In questa seconda edizione della manifestazione i luoghi toccati sono in parte gli stessi (Camerana, Prunetto e Saliceto), con l’aggiunta di alcuni nuovi comuni (Bergolo, Bossolasco, Cortemilia e Murazzano). Mentre Jean Gaudaire-Thor era stato il solitario ed entusiasta protagonista della precedente mostra, quest’anno sono stati coinvolti diversi artisti, ciascuno dei quali ha progettato la realizzazione e l’installazione di un’opera che fosse in sintonia con i luoghi prescelti. Il Castello di Prunetto è stato invece individuato quale sede espositiva che riunisse tutti gli artisti partecipanti.

Gabriella Benedini, Luisella Carretta, Marco Gastini, Ugo Giletta, Luigi Mainolfi, Graziano Pompili, Luigi Stosia, Cesare Viel e Gilberto Zorio sono stati i protagonisti di un’esperienza molto intensa, che va ben oltre la loro fama internazionale: la loro vocazione a rapportarsi con i luoghi ha dato e ricevuto forti stimoli ed emozioni, la loro generosa apertura ha generato un clima vibrante di partecipazione e di scambio, il loro saper fare ha coinvolto tanto gli organizzatori quanto gli abitanti del posto, che hanno visto le opere nascere, costruirsi e porsi come elemento di dialogo con torri, pievi, castelli e mulini a vento.
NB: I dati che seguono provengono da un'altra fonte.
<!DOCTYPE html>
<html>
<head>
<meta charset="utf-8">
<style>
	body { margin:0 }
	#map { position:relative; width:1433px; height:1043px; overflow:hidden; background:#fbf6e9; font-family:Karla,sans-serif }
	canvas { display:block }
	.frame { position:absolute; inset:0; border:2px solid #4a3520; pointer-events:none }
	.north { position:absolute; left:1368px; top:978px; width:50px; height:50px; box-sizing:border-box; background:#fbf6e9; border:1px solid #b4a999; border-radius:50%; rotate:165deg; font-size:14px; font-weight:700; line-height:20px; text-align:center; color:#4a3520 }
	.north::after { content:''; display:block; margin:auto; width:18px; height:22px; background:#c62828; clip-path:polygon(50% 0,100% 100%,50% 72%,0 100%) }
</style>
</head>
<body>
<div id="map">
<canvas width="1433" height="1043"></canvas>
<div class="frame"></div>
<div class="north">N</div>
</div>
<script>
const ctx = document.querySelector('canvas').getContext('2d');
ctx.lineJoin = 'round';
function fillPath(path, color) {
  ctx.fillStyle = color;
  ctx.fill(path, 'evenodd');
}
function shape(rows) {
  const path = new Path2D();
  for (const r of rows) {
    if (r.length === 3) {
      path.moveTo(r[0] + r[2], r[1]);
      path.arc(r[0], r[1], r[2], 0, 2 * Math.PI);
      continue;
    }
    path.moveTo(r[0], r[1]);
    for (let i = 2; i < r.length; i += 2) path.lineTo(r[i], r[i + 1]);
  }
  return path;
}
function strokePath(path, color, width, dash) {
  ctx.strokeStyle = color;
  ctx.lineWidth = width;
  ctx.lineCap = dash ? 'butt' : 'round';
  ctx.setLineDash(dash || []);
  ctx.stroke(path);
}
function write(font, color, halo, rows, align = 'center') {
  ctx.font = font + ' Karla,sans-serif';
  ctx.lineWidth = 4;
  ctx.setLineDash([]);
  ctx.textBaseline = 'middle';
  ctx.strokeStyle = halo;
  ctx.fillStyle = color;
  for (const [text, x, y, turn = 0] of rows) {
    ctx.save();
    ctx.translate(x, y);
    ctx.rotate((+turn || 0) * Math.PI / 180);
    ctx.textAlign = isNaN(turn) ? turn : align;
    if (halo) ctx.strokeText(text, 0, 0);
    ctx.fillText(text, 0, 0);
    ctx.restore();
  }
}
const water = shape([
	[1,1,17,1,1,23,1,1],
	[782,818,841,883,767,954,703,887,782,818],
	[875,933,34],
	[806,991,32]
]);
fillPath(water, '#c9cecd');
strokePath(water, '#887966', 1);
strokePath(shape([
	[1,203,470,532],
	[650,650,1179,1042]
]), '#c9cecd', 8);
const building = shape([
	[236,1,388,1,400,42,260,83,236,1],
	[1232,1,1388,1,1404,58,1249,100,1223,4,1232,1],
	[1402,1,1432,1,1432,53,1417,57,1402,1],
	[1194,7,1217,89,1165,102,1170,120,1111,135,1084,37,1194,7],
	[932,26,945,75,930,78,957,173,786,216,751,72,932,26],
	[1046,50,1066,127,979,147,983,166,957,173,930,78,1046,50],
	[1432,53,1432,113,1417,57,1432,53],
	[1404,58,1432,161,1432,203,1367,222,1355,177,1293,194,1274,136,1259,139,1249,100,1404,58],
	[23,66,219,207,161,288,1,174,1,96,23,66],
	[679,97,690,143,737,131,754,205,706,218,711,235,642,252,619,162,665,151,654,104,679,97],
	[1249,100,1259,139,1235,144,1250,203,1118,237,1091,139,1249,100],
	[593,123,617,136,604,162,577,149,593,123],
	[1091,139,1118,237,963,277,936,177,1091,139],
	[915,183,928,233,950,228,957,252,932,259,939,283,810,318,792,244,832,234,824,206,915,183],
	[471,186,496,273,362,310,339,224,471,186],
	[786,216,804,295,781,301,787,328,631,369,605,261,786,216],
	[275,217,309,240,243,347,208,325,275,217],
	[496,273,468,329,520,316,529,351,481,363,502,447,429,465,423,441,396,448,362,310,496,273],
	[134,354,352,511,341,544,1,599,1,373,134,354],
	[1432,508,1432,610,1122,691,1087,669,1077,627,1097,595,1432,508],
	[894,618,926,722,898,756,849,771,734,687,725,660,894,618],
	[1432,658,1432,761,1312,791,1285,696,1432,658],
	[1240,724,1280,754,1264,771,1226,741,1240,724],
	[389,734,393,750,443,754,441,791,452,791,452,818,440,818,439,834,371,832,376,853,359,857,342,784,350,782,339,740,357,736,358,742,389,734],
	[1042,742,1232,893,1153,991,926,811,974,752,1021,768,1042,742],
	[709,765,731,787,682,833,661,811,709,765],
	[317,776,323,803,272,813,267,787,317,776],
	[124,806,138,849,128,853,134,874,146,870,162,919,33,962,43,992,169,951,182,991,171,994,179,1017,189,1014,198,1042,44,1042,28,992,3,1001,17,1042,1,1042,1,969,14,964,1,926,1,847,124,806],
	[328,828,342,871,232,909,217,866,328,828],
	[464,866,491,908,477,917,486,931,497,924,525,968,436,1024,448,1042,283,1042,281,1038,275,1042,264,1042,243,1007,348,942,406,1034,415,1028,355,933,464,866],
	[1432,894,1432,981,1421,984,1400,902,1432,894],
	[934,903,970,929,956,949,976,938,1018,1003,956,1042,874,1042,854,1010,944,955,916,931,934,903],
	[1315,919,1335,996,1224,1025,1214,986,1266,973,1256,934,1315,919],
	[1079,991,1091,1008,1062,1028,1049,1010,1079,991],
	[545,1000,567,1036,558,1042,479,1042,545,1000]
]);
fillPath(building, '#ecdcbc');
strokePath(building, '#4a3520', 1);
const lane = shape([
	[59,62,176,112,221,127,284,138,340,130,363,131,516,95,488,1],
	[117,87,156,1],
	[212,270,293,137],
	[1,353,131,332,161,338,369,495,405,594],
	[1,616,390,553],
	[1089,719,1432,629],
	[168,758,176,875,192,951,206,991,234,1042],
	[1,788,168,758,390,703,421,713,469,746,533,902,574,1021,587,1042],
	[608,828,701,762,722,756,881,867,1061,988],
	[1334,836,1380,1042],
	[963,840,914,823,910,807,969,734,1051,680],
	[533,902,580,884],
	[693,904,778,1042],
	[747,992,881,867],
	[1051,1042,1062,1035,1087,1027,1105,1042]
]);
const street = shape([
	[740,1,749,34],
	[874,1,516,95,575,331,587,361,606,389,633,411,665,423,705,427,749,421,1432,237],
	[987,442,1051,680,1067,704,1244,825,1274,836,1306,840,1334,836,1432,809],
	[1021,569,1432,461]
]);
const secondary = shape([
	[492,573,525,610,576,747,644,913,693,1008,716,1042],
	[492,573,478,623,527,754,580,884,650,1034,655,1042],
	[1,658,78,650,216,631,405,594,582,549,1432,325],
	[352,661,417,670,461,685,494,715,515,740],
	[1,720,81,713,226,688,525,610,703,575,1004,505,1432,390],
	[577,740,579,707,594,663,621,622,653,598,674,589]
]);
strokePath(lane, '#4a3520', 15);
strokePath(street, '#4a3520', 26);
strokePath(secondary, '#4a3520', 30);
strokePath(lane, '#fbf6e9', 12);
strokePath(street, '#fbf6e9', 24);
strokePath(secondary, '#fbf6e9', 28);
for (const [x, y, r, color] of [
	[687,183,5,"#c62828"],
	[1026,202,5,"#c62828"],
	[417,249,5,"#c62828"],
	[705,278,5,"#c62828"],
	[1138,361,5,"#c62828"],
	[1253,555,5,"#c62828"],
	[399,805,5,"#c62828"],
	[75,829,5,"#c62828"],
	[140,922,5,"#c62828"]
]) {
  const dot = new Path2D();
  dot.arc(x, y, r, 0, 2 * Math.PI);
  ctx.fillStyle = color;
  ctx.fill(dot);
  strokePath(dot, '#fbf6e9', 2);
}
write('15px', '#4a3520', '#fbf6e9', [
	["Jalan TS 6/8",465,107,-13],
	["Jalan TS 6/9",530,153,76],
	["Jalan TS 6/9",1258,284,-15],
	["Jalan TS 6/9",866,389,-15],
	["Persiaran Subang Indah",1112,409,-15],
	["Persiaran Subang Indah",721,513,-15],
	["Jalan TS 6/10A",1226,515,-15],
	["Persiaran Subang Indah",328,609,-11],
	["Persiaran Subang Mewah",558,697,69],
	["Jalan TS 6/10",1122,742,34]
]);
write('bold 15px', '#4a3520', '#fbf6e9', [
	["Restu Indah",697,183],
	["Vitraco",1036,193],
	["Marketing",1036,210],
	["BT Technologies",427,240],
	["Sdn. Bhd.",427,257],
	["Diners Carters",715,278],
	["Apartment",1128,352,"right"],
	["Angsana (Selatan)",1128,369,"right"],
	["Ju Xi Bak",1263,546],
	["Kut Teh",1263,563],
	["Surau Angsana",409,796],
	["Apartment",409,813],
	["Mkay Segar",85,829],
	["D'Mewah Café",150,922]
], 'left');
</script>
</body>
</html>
Avvicinare il pubblico all’arte contemporanea mediante progetti integrati, dove la mostra si lega al laboratorio creativo, alla tradizione gastronomica, all’escursione naturalistica, alla lettura dei poeti, e così via, realizza uno degli obiettivi fondamentali dell’Associazione Culturale Il Fondaco: collaborare con le istituzioni per sviluppare proposte al di fuori dei propri spazi, con l’obiettivo in sintonia con il territorio circostante, per favorirne la conoscenza e il rispetto, e per stimolare in ogni individuo l’interesse e la gioia dei confronti della bellezza e della creatività.